Go through the records and report each line holding the string "bounding".

PROVIDED ENTRIES START

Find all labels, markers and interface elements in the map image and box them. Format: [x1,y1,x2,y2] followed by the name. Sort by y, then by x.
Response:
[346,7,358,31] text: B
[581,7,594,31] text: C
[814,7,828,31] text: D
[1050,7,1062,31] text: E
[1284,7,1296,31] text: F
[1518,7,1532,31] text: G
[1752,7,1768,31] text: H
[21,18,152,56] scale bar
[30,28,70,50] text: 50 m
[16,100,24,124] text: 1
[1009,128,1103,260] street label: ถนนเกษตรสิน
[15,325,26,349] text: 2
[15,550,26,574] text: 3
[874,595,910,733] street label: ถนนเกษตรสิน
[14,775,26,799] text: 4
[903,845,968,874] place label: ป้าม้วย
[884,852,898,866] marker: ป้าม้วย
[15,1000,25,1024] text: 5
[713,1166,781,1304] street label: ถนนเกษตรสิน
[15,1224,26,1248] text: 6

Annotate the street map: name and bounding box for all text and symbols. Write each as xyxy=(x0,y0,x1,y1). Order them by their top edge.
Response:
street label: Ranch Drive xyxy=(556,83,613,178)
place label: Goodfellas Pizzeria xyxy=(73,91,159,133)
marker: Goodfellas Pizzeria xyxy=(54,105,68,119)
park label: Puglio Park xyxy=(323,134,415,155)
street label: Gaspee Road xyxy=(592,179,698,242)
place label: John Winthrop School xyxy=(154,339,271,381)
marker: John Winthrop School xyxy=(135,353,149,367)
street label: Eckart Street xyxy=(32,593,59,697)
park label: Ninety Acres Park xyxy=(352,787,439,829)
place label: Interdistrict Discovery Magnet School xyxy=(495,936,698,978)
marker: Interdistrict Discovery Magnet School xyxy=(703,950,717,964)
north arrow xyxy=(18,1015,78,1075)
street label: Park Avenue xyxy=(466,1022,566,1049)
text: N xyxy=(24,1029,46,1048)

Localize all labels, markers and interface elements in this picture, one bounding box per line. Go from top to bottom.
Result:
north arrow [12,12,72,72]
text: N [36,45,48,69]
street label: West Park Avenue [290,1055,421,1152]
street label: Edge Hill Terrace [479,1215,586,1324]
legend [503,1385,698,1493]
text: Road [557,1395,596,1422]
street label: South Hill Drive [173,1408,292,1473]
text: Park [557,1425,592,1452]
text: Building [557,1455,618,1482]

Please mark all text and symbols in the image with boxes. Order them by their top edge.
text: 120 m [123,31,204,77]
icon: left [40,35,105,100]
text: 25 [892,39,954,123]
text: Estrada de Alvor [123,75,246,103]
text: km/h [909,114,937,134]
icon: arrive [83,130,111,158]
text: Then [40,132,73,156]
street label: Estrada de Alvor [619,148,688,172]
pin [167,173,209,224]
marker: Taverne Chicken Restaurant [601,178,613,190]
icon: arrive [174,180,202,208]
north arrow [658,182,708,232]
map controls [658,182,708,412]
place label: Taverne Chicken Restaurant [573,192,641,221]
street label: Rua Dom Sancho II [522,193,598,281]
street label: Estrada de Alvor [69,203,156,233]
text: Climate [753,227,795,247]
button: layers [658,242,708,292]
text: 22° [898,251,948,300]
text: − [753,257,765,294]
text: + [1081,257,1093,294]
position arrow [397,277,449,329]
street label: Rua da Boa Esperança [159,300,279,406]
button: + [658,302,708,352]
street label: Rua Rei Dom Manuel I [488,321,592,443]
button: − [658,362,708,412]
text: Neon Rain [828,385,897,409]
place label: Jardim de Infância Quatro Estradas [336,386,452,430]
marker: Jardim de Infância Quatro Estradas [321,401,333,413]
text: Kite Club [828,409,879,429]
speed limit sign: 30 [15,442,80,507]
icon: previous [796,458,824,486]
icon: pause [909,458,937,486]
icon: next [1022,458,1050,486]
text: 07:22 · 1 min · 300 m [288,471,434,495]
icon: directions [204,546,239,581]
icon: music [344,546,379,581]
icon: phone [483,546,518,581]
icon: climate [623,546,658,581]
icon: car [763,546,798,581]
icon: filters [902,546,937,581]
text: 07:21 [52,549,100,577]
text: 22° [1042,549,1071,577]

PROVIDED ENTRIES END

* [RESPONSE TO THE EXERCISE]
Annotate the street map: name and bounding box for all text and symbols. Write each as xyxy=(x0,y0,x1,y1). Order them by their top edge.
Localize all labels, markers and interface elements in this picture, one bounding box per line. Go from top to bottom.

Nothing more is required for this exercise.